Nothing but the data itself, reproduced exactly, is the expected answer.

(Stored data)
——
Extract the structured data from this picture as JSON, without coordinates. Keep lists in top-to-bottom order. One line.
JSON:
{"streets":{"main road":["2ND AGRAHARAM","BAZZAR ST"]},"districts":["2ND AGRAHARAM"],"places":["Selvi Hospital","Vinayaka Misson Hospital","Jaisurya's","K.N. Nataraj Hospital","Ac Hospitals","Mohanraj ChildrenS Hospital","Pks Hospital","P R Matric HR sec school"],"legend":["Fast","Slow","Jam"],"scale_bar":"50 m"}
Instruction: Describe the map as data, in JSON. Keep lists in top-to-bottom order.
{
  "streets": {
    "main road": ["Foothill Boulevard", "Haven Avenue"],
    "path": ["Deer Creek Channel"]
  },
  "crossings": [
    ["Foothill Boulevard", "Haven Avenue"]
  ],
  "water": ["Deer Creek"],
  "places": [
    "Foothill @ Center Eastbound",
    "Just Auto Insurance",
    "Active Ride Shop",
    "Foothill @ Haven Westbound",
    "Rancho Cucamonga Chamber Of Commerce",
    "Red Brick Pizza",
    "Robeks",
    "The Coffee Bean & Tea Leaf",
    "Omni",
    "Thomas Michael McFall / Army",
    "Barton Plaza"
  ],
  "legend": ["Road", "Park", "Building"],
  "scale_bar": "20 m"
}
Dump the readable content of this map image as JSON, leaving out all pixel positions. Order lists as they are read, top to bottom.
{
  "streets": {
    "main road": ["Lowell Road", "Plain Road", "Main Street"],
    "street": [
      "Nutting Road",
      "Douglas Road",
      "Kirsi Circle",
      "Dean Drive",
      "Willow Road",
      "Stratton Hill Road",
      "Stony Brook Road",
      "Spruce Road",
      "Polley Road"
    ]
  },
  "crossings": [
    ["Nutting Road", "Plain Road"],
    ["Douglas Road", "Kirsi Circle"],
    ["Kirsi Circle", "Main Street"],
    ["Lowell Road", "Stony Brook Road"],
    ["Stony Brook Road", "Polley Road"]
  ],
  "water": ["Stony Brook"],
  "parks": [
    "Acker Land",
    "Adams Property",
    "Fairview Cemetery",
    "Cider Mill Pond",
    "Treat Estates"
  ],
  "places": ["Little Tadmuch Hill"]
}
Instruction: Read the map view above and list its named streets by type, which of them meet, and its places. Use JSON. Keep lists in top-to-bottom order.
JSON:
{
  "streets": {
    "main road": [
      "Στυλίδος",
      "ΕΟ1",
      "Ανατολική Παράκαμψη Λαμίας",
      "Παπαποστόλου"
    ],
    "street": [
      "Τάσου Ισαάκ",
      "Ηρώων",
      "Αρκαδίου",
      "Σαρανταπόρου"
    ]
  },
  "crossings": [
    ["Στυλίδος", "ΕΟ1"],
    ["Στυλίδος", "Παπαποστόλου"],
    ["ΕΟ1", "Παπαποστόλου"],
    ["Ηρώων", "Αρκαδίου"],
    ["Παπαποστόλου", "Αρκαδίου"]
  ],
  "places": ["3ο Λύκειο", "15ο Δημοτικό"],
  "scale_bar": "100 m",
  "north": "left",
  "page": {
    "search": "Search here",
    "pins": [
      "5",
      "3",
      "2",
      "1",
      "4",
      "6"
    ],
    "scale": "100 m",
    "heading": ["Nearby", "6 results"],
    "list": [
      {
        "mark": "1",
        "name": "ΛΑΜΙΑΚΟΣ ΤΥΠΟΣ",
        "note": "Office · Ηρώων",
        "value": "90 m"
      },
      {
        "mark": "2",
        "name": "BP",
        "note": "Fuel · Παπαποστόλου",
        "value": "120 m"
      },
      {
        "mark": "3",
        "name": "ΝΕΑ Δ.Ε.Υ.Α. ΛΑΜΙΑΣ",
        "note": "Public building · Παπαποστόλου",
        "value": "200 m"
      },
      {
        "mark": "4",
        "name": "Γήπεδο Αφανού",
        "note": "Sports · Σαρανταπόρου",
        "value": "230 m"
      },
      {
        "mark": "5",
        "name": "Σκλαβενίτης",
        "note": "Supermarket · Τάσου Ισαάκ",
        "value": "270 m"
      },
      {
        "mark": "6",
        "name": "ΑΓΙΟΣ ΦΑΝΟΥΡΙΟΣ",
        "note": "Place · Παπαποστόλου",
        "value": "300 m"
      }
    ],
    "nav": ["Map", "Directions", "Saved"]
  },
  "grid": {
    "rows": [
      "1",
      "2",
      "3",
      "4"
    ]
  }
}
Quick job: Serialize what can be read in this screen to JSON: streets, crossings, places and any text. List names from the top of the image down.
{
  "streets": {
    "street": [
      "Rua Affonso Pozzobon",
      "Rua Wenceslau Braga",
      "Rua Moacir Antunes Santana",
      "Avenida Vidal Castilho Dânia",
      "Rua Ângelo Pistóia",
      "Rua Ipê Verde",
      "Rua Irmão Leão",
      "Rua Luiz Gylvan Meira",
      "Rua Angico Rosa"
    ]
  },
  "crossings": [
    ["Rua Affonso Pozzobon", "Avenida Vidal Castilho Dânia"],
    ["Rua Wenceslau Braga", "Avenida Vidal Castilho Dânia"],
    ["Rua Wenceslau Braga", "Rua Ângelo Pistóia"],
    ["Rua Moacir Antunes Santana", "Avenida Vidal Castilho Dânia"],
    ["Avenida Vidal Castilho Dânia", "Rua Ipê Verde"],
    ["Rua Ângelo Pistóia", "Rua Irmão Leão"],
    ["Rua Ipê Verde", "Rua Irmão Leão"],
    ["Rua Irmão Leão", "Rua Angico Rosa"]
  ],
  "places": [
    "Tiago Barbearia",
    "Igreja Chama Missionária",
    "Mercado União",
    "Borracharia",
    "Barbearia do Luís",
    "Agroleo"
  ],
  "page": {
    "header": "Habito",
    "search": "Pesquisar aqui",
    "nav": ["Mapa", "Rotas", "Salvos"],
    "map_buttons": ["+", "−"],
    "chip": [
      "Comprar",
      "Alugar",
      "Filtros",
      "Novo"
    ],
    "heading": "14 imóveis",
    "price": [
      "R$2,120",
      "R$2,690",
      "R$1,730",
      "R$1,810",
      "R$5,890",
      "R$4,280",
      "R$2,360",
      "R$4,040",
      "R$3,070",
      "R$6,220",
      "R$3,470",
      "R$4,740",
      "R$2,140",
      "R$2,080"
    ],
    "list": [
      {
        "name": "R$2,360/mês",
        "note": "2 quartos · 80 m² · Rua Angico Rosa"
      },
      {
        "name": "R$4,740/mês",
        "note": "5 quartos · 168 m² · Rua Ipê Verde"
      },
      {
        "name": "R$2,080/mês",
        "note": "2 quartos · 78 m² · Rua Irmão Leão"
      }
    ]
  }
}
——
• [Solution to the exercise]
Extract the structured data from this picture as JSON, without coordinates. Keep lists in top-to-bottom order. One line.
JSON:
{"streets":{"main road":["2ND AGRAHARAM","BAZZAR ST"]},"districts":["2ND AGRAHARAM"],"places":["Selvi Hospital","Vinayaka Misson Hospital","Jaisurya's","K.N. Nataraj Hospital","Ac Hospitals","Mohanraj ChildrenS Hospital","Pks Hospital","P R Matric HR sec school"],"legend":["Fast","Slow","Jam"],"scale_bar":"50 m"}
Instruction: Describe the map as data, in JSON. Keep lists in top-to-bottom order.
{
  "streets": {
    "main road": ["Foothill Boulevard", "Haven Avenue"],
    "path": ["Deer Creek Channel"]
  },
  "crossings": [
    ["Foothill Boulevard", "Haven Avenue"]
  ],
  "water": ["Deer Creek"],
  "places": [
    "Foothill @ Center Eastbound",
    "Just Auto Insurance",
    "Active Ride Shop",
    "Foothill @ Haven Westbound",
    "Rancho Cucamonga Chamber Of Commerce",
    "Red Brick Pizza",
    "Robeks",
    "The Coffee Bean & Tea Leaf",
    "Omni",
    "Thomas Michael McFall / Army",
    "Barton Plaza"
  ],
  "legend": ["Road", "Park", "Building"],
  "scale_bar": "20 m"
}
Dump the readable content of this map image as JSON, leaving out all pixel positions. Order lists as they are read, top to bottom.
{
  "streets": {
    "main road": ["Lowell Road", "Plain Road", "Main Street"],
    "street": [
      "Nutting Road",
      "Douglas Road",
      "Kirsi Circle",
      "Dean Drive",
      "Willow Road",
      "Stratton Hill Road",
      "Stony Brook Road",
      "Spruce Road",
      "Polley Road"
    ]
  },
  "crossings": [
    ["Nutting Road", "Plain Road"],
    ["Douglas Road", "Kirsi Circle"],
    ["Kirsi Circle", "Main Street"],
    ["Lowell Road", "Stony Brook Road"],
    ["Stony Brook Road", "Polley Road"]
  ],
  "water": ["Stony Brook"],
  "parks": [
    "Acker Land",
    "Adams Property",
    "Fairview Cemetery",
    "Cider Mill Pond",
    "Treat Estates"
  ],
  "places": ["Little Tadmuch Hill"]
}
Instruction: Read the map view above and list its named streets by type, which of them meet, and its places. Use JSON. Keep lists in top-to-bottom order.
JSON:
{
  "streets": {
    "main road": [
      "Στυλίδος",
      "ΕΟ1",
      "Ανατολική Παράκαμψη Λαμίας",
      "Παπαποστόλου"
    ],
    "street": [
      "Τάσου Ισαάκ",
      "Ηρώων",
      "Αρκαδίου",
      "Σαρανταπόρου"
    ]
  },
  "crossings": [
    ["Στυλίδος", "ΕΟ1"],
    ["Στυλίδος", "Παπαποστόλου"],
    ["ΕΟ1", "Παπαποστόλου"],
    ["Ηρώων", "Αρκαδίου"],
    ["Παπαποστόλου", "Αρκαδίου"]
  ],
  "places": ["3ο Λύκειο", "15ο Δημοτικό"],
  "scale_bar": "100 m",
  "north": "left",
  "page": {
    "search": "Search here",
    "pins": [
      "5",
      "3",
      "2",
      "1",
      "4",
      "6"
    ],
    "scale": "100 m",
    "heading": ["Nearby", "6 results"],
    "list": [
      {
        "mark": "1",
        "name": "ΛΑΜΙΑΚΟΣ ΤΥΠΟΣ",
        "note": "Office · Ηρώων",
        "value": "90 m"
      },
      {
        "mark": "2",
        "name": "BP",
        "note": "Fuel · Παπαποστόλου",
        "value": "120 m"
      },
      {
        "mark": "3",
        "name": "ΝΕΑ Δ.Ε.Υ.Α. ΛΑΜΙΑΣ",
        "note": "Public building · Παπαποστόλου",
        "value": "200 m"
      },
      {
        "mark": "4",
        "name": "Γήπεδο Αφανού",
        "note": "Sports · Σαρανταπόρου",
        "value": "230 m"
      },
      {
        "mark": "5",
        "name": "Σκλαβενίτης",
        "note": "Supermarket · Τάσου Ισαάκ",
        "value": "270 m"
      },
      {
        "mark": "6",
        "name": "ΑΓΙΟΣ ΦΑΝΟΥΡΙΟΣ",
        "note": "Place · Παπαποστόλου",
        "value": "300 m"
      }
    ],
    "nav": ["Map", "Directions", "Saved"]
  },
  "grid": {
    "rows": [
      "1",
      "2",
      "3",
      "4"
    ]
  }
}
Quick job: Serialize what can be read in this screen to JSON: streets, crossings, places and any text. List names from the top of the image down.
{
  "streets": {
    "street": [
      "Rua Affonso Pozzobon",
      "Rua Wenceslau Braga",
      "Rua Moacir Antunes Santana",
      "Avenida Vidal Castilho Dânia",
      "Rua Ângelo Pistóia",
      "Rua Ipê Verde",
      "Rua Irmão Leão",
      "Rua Luiz Gylvan Meira",
      "Rua Angico Rosa"
    ]
  },
  "crossings": [
    ["Rua Affonso Pozzobon", "Avenida Vidal Castilho Dânia"],
    ["Rua Wenceslau Braga", "Avenida Vidal Castilho Dânia"],
    ["Rua Wenceslau Braga", "Rua Ângelo Pistóia"],
    ["Rua Moacir Antunes Santana", "Avenida Vidal Castilho Dânia"],
    ["Avenida Vidal Castilho Dânia", "Rua Ipê Verde"],
    ["Rua Ângelo Pistóia", "Rua Irmão Leão"],
    ["Rua Ipê Verde", "Rua Irmão Leão"],
    ["Rua Irmão Leão", "Rua Angico Rosa"]
  ],
  "places": [
    "Tiago Barbearia",
    "Igreja Chama Missionária",
    "Mercado União",
    "Borracharia",
    "Barbearia do Luís",
    "Agroleo"
  ],
  "page": {
    "header": "Habito",
    "search": "Pesquisar aqui",
    "nav": ["Mapa", "Rotas", "Salvos"],
    "map_buttons": ["+", "−"],
    "chip": [
      "Comprar",
      "Alugar",
      "Filtros",
      "Novo"
    ],
    "heading": "14 imóveis",
    "price": [
      "R$2,120",
      "R$2,690",
      "R$1,730",
      "R$1,810",
      "R$5,890",
      "R$4,280",
      "R$2,360",
      "R$4,040",
      "R$3,070",
      "R$6,220",
      "R$3,470",
      "R$4,740",
      "R$2,140",
      "R$2,080"
    ],
    "list": [
      {
        "name": "R$2,360/mês",
        "note": "2 quartos · 80 m² · Rua Angico Rosa"
      },
      {
        "name": "R$4,740/mês",
        "note": "5 quartos · 168 m² · Rua Ipê Verde"
      },
      {
        "name": "R$2,080/mês",
        "note": "2 quartos · 78 m² · Rua Irmão Leão"
      }
    ]
  }
}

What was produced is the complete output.